Quantitative Easing: You Ain’t Seen Nothing Yet
Why is U.S. debt expected to rise so dramatically? It’s mainly due to the demographic forces discussed in Pradhan’s book – higher health care and pension costs. Of course, the government could say “sorry, you’re on your own here, pay for it yourself”. But if this happened we’d all have to save so much that we’d stop spending on other stuff – economic activity would collapse. Not great. Governments will therefore finance some, probably a lot, of these costs.
They could finance them by raising taxes. Pradhan believes that is unlikely because workers will say, wait, if you’re going to raise my taxes to pay for all these old people I need a pay raise. A fair point and if followed through could quite easily generate a spiral of inflation in a world already beset with inflationary pressure. Also not great.
Instead, he thinks governments will finance the increased spending by selling bonds which the Fed will buy. When those bonds come due, the Fed will just agree to buy new ones to replace them – basically a quasi-permanent form of QE.
From the government’s perspective the goal would be for Fed buying to keep long-term interest rates somewhat below the rate of inflation, so that the real burden of the increased debt would eventually be reduced. Of course, that’s not a great scenario for anyone else who owns government bonds and, logically, anyone who has a choice will avoid them. That means the Fed and other government-controlled entities could end up being most of the market.
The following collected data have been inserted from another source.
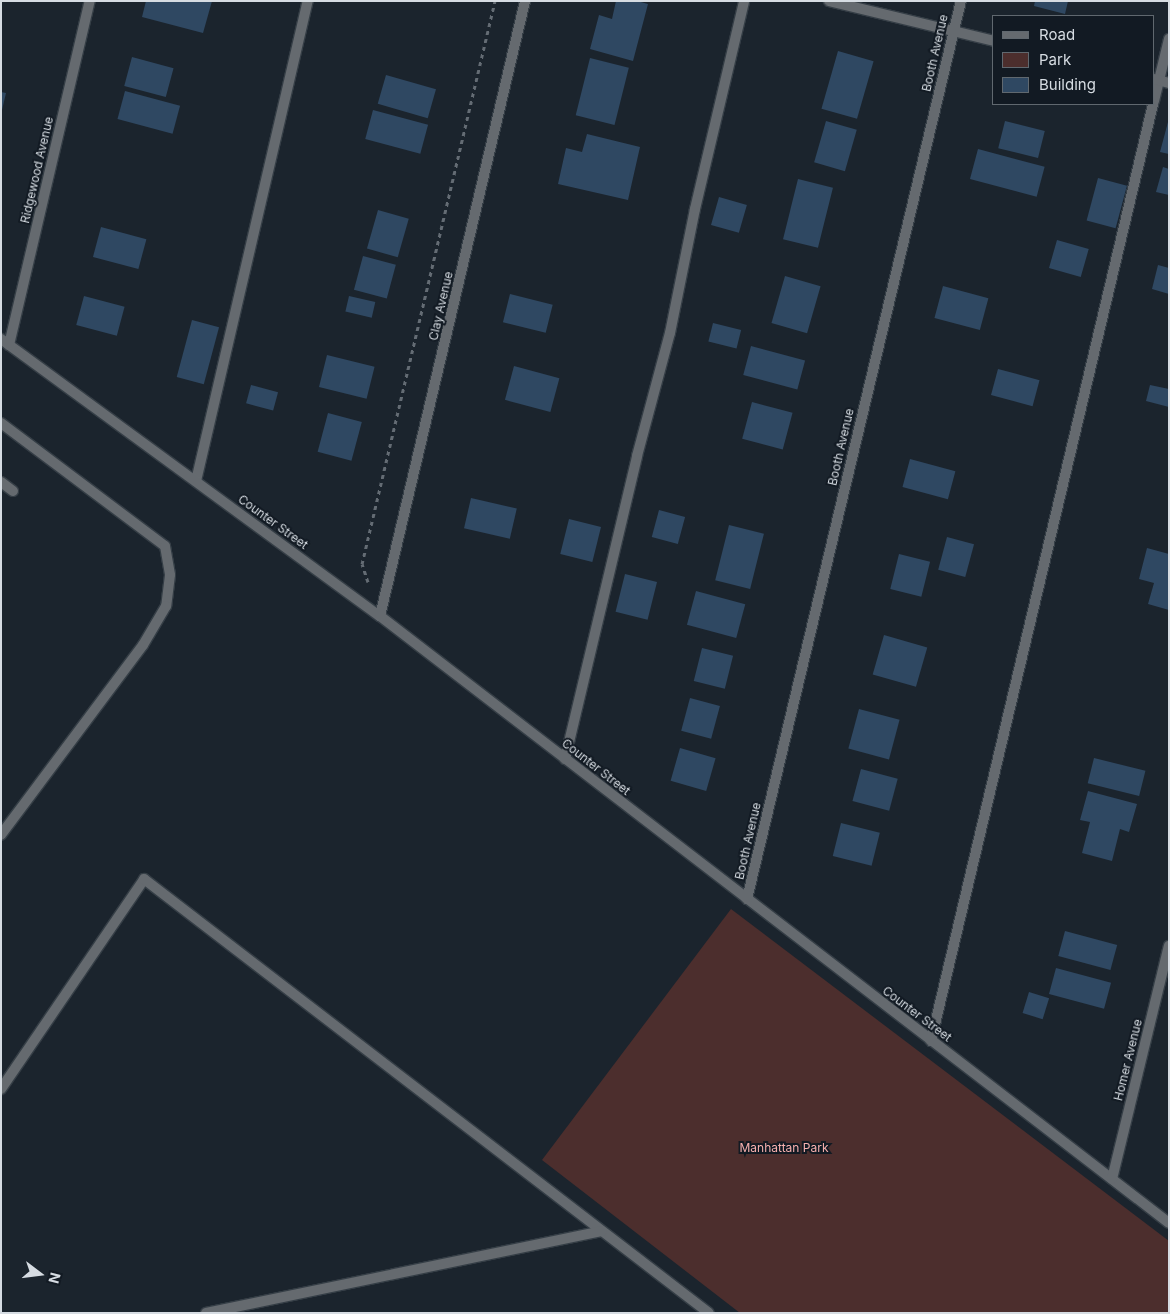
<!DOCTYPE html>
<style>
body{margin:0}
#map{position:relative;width:1170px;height:1314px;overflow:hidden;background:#1b242d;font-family:Inter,sans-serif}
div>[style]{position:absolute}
.green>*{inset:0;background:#4c2e2d}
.building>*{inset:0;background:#2f4862;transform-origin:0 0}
.path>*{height:3px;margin-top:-1.5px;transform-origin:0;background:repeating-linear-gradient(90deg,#646c74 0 4px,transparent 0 8px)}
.roads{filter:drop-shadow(1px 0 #353e46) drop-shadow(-1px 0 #353e46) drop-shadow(0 1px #353e46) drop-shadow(0 -1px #353e46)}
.lane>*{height:10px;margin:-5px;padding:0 5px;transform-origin:5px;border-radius:5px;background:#656a6f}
.street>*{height:10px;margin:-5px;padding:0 5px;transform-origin:5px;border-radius:5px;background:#656a6f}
span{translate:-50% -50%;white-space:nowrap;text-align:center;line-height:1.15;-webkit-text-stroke:4px #121a23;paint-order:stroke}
.street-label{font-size:12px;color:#d6dce2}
.park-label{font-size:12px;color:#f7b0ae}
.frame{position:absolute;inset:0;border:2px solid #d6dce2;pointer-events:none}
.legend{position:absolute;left:992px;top:15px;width:162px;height:90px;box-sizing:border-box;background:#121a23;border:1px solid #60686f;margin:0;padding:6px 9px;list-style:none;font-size:15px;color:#d6dce2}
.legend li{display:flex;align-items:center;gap:10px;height:25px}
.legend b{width:25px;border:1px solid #60686f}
.north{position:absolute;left:15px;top:1249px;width:50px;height:50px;-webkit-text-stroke:4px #121a23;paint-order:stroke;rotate:105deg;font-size:14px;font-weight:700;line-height:20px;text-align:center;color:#d6dce2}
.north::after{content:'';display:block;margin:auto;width:18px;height:22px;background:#d6dce2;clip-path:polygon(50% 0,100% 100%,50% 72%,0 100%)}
</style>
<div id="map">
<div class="green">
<i style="clip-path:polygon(731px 909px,1169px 1241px,1169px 1313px,740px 1313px,542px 1160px)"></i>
</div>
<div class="building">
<i style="clip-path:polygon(146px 1px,212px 1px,203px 33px,142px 17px)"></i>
<i style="clip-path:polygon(616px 1px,637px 1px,648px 4px,633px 61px,590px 49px,599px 15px,612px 19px)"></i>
<i style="clip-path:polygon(1035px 1px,1068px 1px,1065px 14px,1034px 6px)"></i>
<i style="left:838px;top:51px;width:37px;height:60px;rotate:16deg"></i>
<i style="left:132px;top:57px;width:43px;height:30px;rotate:15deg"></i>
<i style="left:590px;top:58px;width:40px;height:59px;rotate:14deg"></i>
<i style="left:386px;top:75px;width:52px;height:30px;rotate:16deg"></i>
<i style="left:125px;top:91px;width:57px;height:29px;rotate:15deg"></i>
<i style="clip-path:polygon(1px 92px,6px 93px,2px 110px,1px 110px)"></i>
<i style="left:373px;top:110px;width:57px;height:30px;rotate:15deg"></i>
<i style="left:826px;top:121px;width:32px;height:43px;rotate:16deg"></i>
<i style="left:1005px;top:121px;width:41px;height:28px;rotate:14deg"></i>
<i style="clip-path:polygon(1168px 122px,1169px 122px,1169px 154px,1160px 152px)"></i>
<i style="clip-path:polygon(587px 134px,640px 147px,628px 200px,558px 184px,566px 148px,582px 152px)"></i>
<i style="left:978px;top:149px;width:69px;height:31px;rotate:15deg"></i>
<i style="clip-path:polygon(1163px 167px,1169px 169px,1169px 195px,1156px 192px)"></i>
<i style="left:1098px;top:178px;width:30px;height:44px;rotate:15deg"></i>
<i style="left:798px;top:179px;width:36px;height:62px;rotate:14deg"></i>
<i style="left:719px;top:197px;width:29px;height:29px;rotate:16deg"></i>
<i style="left:378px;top:210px;width:32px;height:40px;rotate:16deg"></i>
<i style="left:101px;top:227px;width:47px;height:31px;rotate:15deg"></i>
<i style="left:1057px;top:240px;width:33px;height:29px;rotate:16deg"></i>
<i style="left:363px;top:256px;width:34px;height:35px;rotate:15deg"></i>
<i style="clip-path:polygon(1158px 265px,1169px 268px,1169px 294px,1152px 289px)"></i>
<i style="left:785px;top:276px;width:37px;height:49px;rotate:16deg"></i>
<i style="left:943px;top:286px;width:47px;height:33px;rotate:15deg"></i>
<i style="left:510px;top:294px;width:44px;height:29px;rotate:14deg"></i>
<i style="left:84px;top:296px;width:42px;height:30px;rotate:15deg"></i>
<i style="left:349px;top:296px;width:27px;height:16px;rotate:13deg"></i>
<i style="left:192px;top:320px;width:28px;height:59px;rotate:15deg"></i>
<i style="left:713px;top:323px;width:29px;height:19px;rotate:14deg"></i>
<i style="left:751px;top:346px;width:56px;height:30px;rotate:15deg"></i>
<i style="left:327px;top:355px;width:49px;height:33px;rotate:14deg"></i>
<i style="left:514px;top:366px;width:47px;height:35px;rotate:15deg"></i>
<i style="left:998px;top:369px;width:43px;height:27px;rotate:15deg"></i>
<i style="left:251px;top:385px;width:28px;height:19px;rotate:15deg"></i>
<i style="clip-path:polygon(1150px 385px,1169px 389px,1169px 407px,1146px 401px)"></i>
<i style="left:752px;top:402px;width:42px;height:38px;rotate:15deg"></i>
<i style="left:328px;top:413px;width:35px;height:40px;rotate:15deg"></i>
<i style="left:910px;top:459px;width:47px;height:29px;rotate:15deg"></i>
<i style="left:471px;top:498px;width:47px;height:31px;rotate:13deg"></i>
<i style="left:659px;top:510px;width:27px;height:28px;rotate:15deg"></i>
<i style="left:569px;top:519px;width:33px;height:36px;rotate:14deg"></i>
<i style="left:729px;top:525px;width:36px;height:57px;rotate:14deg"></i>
<i style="left:947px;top:537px;width:28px;height:34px;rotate:15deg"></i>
<i style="clip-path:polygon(1147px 548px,1169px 554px,1169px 610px,1148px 604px,1154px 583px,1139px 579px)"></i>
<i style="left:899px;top:554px;width:32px;height:36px;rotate:14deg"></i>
<i style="left:625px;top:574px;width:33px;height:39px;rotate:14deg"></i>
<i style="left:696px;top:591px;width:51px;height:35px;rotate:15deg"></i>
<i style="left:884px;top:635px;width:45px;height:41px;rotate:16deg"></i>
<i style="left:702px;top:648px;width:32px;height:34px;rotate:14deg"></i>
<i style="left:690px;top:698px;width:31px;height:34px;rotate:15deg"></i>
<i style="left:859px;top:709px;width:42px;height:41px;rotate:15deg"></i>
<i style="left:680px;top:748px;width:37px;height:34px;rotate:16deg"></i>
<i style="left:1094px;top:758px;width:53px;height:26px;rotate:14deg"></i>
<i style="left:861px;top:769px;width:38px;height:33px;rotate:15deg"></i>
<i style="clip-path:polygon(1088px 791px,1137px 804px,1129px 832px,1120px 829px,1112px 861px,1082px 853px,1090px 822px,1080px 820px)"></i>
<i style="left:841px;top:823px;width:40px;height:34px;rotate:14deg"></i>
<i style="left:1065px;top:931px;width:54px;height:26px;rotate:15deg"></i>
<i style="left:1056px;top:968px;width:57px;height:27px;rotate:15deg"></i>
<i style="left:1029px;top:992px;width:21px;height:22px;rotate:17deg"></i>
</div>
<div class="path">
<i style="left:368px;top:582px;width:19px;rotate:-108deg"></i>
<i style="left:362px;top:564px;width:578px;rotate:-76.71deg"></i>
</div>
<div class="roads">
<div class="lane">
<i style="left:1154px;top:101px;width:64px;rotate:-76.4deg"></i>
<i style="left:1px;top:423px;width:205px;rotate:36.9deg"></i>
<i style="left:165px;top:546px;width:29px;rotate:80deg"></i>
<i style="left:170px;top:575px;width:31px;rotate:97deg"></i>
<i style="left:166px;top:606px;width:45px;rotate:120.5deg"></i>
<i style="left:143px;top:645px;width:237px;rotate:126.8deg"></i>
<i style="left:196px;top:481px;width:493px;rotate:-76.9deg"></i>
<i style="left:1px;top:482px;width:15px;rotate:37deg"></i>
<i style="left:565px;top:759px;width:311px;rotate:-76.6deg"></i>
<i style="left:637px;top:456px;width:127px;rotate:-75deg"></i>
<i style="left:670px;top:333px;width:126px;rotate:-78.6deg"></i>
<i style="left:695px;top:209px;width:214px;rotate:-76.7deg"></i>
<i style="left:931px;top:1041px;width:963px;rotate:-76.67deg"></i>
<i style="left:1px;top:1089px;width:254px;rotate:-55.7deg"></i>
<i style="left:144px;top:879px;width:712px;rotate:37.53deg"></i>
<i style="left:206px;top:1313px;width:404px;rotate:-11.7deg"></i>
</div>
<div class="street">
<i style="left:829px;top:1px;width:170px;rotate:13.6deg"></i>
<i style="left:1154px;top:79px;width:16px;rotate:15deg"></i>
<i style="left:1px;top:339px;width:469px;rotate:36.2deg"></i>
<i style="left:380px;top:616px;width:995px;rotate:37.57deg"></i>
<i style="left:9px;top:345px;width:353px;rotate:-76.8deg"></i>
<i style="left:380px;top:616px;width:632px;rotate:-76.73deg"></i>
<i style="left:747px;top:899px;width:923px;rotate:-76.6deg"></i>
<i style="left:1112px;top:1179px;width:240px;rotate:-76.3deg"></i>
</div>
</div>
<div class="street-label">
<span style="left:935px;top:53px;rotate:-77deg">Booth Avenue</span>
<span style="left:37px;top:170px;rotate:-77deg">Ridgewood Avenue</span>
<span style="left:441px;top:306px;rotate:-77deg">Clay Avenue</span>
<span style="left:841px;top:447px;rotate:-77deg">Booth Avenue</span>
<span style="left:273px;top:522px;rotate:36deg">Counter Street</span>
<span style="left:596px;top:767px;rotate:38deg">Counter Street</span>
<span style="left:748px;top:841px;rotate:-77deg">Booth Avenue</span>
<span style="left:917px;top:1014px;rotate:37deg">Counter Street</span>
<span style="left:1128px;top:1060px;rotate:-76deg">Homer Avenue</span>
</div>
<div class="park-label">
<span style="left:784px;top:1148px">Manhattan Park</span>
</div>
<div class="frame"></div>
<ul class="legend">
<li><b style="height:6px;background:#656a6f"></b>Road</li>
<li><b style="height:14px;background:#4c2e2d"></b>Park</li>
<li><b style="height:14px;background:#2f4862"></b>Building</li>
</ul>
<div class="north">N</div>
</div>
There are other knock-on effects from continual Fed buying of bonds that I will be writing about next week (yes, that’s a teaser). And there are changes we can make to incentives and taxes that might lead to more growth, which would make paying for the impact of aging a bit easier (another teaser). But Pradhan has laid out a thorough and logical long-term base case: a better future for workers and a dangerous one for bond investors.